Het is 29 oktober. In Gaza-Stad schrijft kunstenares Amal El Nakhala in haar dagboek dat de elektriciteit is afgesloten. Er is geen mobiele data. Eten of drinken? „We hebben nog wat, maar in de nabije toekomst, als ik nog in leven ben, vraag ik me af of er nog iets is.” Onderaan de pagina tekent ze haar kat Zaatar, slapend in een doos.
In de dagen en weken daarna schrijft en tekent ze in haar dagboek. Over het urenlang in de rij staan voor de bakker, bombardementen achter haar huis, wakker liggen tijdens luchtaanvallen, gekmakende stress, het wachten, honderden doden in Jabalia. 31 oktober: „Nieuwe, witte haren zijn aan het groeien.”
Maanden later zit El Nakhala in een winkelcentrum in Egypte. Het contrast kan bijna niet groter zijn tussen de tekeningen die ze op tafel legt – donker, surrealistisch, zwarte humor – en de omgeving: het fonkelende City Stars in een buitenwijk van Caïro, met gouden liften, grote kledingmerken en ijskoffie.
Twee keer is ze op een haar na ontkomen aan de Israëlische bommen op Gaza. Ze schrijft een gedicht over de gedachte onder het puin te belanden. Met haar ouders en vier zussen verbleef ze een tijdje in het huis van familie in Khan Younis, tot daar ook een invasie volgde. Op een van de – zeldzame – gekleurde tekeningen liggen ze dicht naast elkaar op matrassen op de grond.

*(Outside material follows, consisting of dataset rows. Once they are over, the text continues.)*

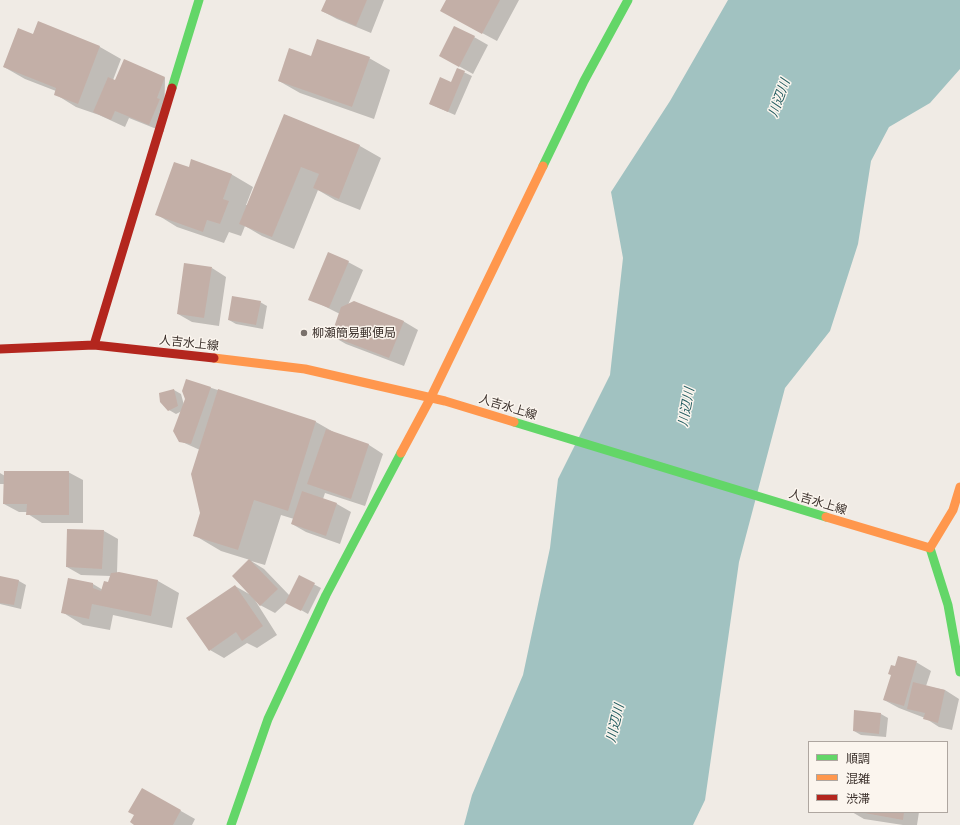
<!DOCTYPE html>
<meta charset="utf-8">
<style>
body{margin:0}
#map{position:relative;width:960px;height:825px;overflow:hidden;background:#f0ebe5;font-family:"Exo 2","Noto Sans JP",sans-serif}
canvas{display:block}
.legend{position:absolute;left:808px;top:741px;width:140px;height:72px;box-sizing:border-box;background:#fbf5ee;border:1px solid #aea6a0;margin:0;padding:5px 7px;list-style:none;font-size:12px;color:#3b302b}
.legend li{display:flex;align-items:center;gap:8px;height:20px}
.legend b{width:20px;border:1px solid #aea6a0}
</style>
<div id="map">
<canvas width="960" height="825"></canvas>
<ul class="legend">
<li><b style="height:5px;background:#63d668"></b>順調</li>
<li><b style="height:5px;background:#ff974d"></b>混雑</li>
<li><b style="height:5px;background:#b3261e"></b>渋滞</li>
</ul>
</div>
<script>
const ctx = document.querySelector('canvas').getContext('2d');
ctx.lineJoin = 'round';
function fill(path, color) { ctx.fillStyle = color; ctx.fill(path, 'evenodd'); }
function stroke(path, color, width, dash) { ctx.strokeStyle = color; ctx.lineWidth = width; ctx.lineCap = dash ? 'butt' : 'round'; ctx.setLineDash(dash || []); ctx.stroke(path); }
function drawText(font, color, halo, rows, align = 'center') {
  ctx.font = font + ' "Exo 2","Noto Sans JP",sans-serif'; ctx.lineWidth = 3; ctx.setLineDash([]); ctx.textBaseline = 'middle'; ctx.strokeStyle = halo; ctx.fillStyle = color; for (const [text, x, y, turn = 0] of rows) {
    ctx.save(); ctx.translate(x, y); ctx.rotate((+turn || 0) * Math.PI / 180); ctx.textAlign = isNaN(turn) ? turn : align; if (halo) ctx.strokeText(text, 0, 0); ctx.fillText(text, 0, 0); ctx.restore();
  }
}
fill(new Path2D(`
 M728,0h232v69l-30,34 -41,24 -18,34 -13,83 -28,87 -45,57 -46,174 -34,238 -12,25h-229l8,-30 51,-120 27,-127 8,-69 52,-104 13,-117 -12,-66 59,-91z`), '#a1c2c1');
fill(new Path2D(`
 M327,0h57l-13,33 -34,-14 -15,-8z
 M447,0h72l-22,41 -41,-22z
 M38,23l62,24 21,12 -8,21 52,-2 -1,54 -35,-14 -4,9 -26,-12 -23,-8 -21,-13 1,-3 -31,-12 -21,-12 29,-32z
 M474,37l14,8 -15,29 -18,-10z
 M311,57l58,1 21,12 -16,49 -74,-26 -21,-12z
 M457,69l15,7 -17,39 -25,-11 22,-21z
 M285,115l75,31 21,12 -21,52 -25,-10 -17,-10 -24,59 -32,-13 -17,-10 -4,10 -12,-4 -5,11 -47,-16 -21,-13 33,-46 42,6 22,13 -7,18h2z
 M348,262l15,8 -15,35 55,16 15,9 -14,36 -58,-22 -14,-8 8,-22 -30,-15z
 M212,268l14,9 -7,49 -27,-4 -14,-8z
 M260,302l7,4 -4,23 -27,-5 -7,-4z
 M187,380l129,42 21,12 32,11 14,9 -18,52 -40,-13 -2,6 14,5 14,8 -11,32 -34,-12 -14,-8 2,-5 -13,-4 -16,50 -14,-4 13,8 26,27 10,-19 21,11 -13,26 -21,-12 -12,11 -15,-8 -7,-8 24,38 -20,13 -10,-5 -23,15 -14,-8 25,-64 14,8 1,-34 -29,-9 -27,-16 7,-22 -1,-63 -20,-9 2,-30 -6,3 -7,-4 -9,-16 14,-4 7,4 3,11 2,-6z
 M68,472l15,8v43h-41l-14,-9v-2h-9l-15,-8 1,-20h-5v-11l5,3z
 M104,531l14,8 -1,34 41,8 21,12 -7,35 -59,-13 -3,15 -27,-5 -21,-13 31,-28 10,6 6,-7 2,-7 -30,-1 -14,-8z
 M0,577l19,4 7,4 -5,24 -21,-5z
 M916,662l15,9 -5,15 19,4 14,9 -7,31 -13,-3 -14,-9 -26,-10 -15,-8 12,-33z
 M881,714l7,4 -2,19 -25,-2 -7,-4z
 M142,789l53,30 -3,6h-56l-1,-10z
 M852,812h67l-2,13h-14l-39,-6z`), '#0003');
fill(new Path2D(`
 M326,0h41l-11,26 -35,-15z
 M446,0h54l-18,34 -42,-23z
 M38,21l62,25 -22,58 -24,-9 2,-7 -53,-21 15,-39 15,6z
 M454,26l21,10 -16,31 -20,-11z
 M317,39l53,18 -18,50 -74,-26 11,-33 22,8z
 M124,59l41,18 -8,21 3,1 -11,26 -34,-14 -4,9 -18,-8 15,-35 7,3z
 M457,68l8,3 -17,41 -19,-8 11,-27 11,5z
 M284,114l76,31 -21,54 -26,-11 6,-14 -18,-7 -29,70 -33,-13z
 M191,159l41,15 -9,25 6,2 -9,23 -13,-4 -4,12 -48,-17 19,-53 15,5z
 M328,252l21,9 -20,47 -21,-8z
 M184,263l28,4 -8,51 -27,-4z
 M232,296l29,5 -5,24 -28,-5z
 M354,301l50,20 -15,37 -58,-22 10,-29z
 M186,379l25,8 -20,57 -12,-2 -6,-11 12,-32 -3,-8z
 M174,389l4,17 -10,5 -8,-9 -1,-9z
 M218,389l98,32 -28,90 -34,-11 -16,50 -45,-14 7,-23 -9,-39z
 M326,429l43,15 -18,55 -44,-15z
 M4,471h65v44h-43l1,-11h-24z
 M302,491l35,12 -11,33 -35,-12z
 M67,529l37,1 -2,39 -36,-2z
 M249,559l29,30 -18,17 -28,-30z
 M119,572l39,8 -7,36 -59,-12 -3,15 -28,-6 7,-35 25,5v5l8,3 3,-10 4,1 3,-9z
 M299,575l16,8 -14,28 -16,-8z
 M0,576l19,4 -5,25 -14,-2z
 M235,585l28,41 -21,15 -6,-9 -27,19 -23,-33z
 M898,656l19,5 -13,45 -21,-6 8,-25 -3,-1 3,-9 4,1z
 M913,682l32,8 -7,33 -15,-4 2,-6 -18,-4z
 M854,710l27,3 -2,21 -26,-3z
 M142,788l39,22 -8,15h-39l-4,-3 4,-7 -6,-3z
 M859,812h45l-1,8z`), '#c3afa7');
stroke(new Path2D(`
 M172,88l27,-88
 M543,166l41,-85 44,-81
 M514,422l312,95
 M930,548l18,57 12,67
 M231,825l37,-106 58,-124 75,-142`), '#63d668', 9);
stroke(new Path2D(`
 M214,358l91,11 140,32 69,21
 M401,453l29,-54 113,-233
 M826,517l104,31 23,-38 7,-23`), '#ff974d', 9);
stroke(new Path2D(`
 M94,345l78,-257
 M0,349l94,-4 120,13`), '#b3261e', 9);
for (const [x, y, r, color] of [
 [304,333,4,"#7a716c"]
]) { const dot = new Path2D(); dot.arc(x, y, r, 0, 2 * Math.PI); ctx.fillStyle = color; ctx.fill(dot); stroke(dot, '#fbf5ee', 1.5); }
drawText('12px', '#3b302b', '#fbf5ee', [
 ["柳瀬簡易郵便局",312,333]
], 'left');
drawText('12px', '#3b302b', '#fbf5ee', [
 ["人吉水上線",189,343,6],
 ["人吉水上線",508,407,17],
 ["人吉水上線",818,502,17]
]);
drawText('italic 13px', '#1f5a5e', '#fbf5ee', [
 ["川辺川",779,98,-70],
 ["川辺川",686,407,-80],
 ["川辺川",615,723,-77]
]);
</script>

Het gezin is intussen verspreid geraakt. Een zus zit in een Athene, een andere zat eerst in Rafah in het uiterste zuiden van Gaza, en nu in Khan Younis. De rest is sinds eind februari in Egypte, na betaling van duizenden dollars aan het toeristenkantoor Hala, waarmee ze op een lijst kwamen in Rafah.
In Gaza-Stad hadden ze een huis en een tuin, met fruit- en notenbomen. Hun hond Lucky verdween op een dag in Gaza-Stad. De witgrijze kat Zaatar nam ze mee, steeds als ze gedwongen waren te vluchten. In Rafah moest ze hem uiteindelijk, voor vertrek naar Egypte, achterlaten. „Ik weet zeker dat hij nog ergens leeft.”
Op een tekening van haar huis in Gaza-Stad zitten Lucky en Zaatar op het dak. Zwarte, gezichtloze figuren dragen het volledige gebouw op hun armen. „Ik wou dat mijn huis zo makkelijk te evacueren was. Ik wenste dat mijn huis in zijn geheel in één tas gedragen kon worden”, vermeldt het onderschrift.
Ze houdt meer van dieren dan van mensen, zegt ze. Ze praat veel en snel. Ook haar zus sluit even aan in City Stars en vertrekt daarna weer. Morgen gaan ze een dag naar Ain Sokhna, een badplaats op een uur rijden van Caïro, en ze moeten nog inpakken. Amal neemt haar tekenblok mee. „Ik ga gewoon werken.”
Ze schrijft haar dagboek in het Engels; een enkel onderschrift is in het Arabisch. Dat heeft niet zozeer te maken met haar lezerspubliek, als wel dat ze Engels studeerde. De teksten bij de tekeningen geven uitdrukking aan permanente angst en vervreemding, zijn nu en dan bijtend, en tonen de absurditeit van de oorlog.
Een foto uit Gaza van een dode foetus, wiens moeder werd gedood door een bombardement, bleef in El Nakhala’s hoofd zitten. Ze tekende een grote witte foetus, door zwarte doktershandschoenen gedragen. Een Israëlische soldaat die zich tussen de vingers van de doktershanden wringt, vraagt in het bijschrift van de tekening: „Yo baby, sorry dat ik je er zo snel uit haal. Ik heb een vraag: veroordeel je Hamas?”
De meeste figuren op haar tekeningen zijn genderloos, soms half mens half dier. Op Tussen Gaza en ik, een tekening die ze maakte in Egypte, staat een vis met een mensenkop te kijken naar een glazen vissenkom, met daarin een zwemmend mensenlijf met vissenkop en betonnen restanten van gebouwen.
In Egypte is de ‘routine’ van de oorlog – het dagelijkse zoeken naar eten, naar een douche – weggevallen. Zware gedachten zijn ervoor in de plaats gekomen. Ze heeft soms last van depressies. Toen ze aankwam in Egypte bleef haar tekenboek leeg, intussen is ze weer begonnen.
„Hoe gaat het met je?”, vraagt een kleine, vrolijke figuur onderaan een pagina in het dagboek. „Nog in leven”, antwoordt de ander – zwarte kringen om de ogen. En in gedachten: „Ik heb zo’n peilloos verdriet dat ik gestopt ben met voelen.”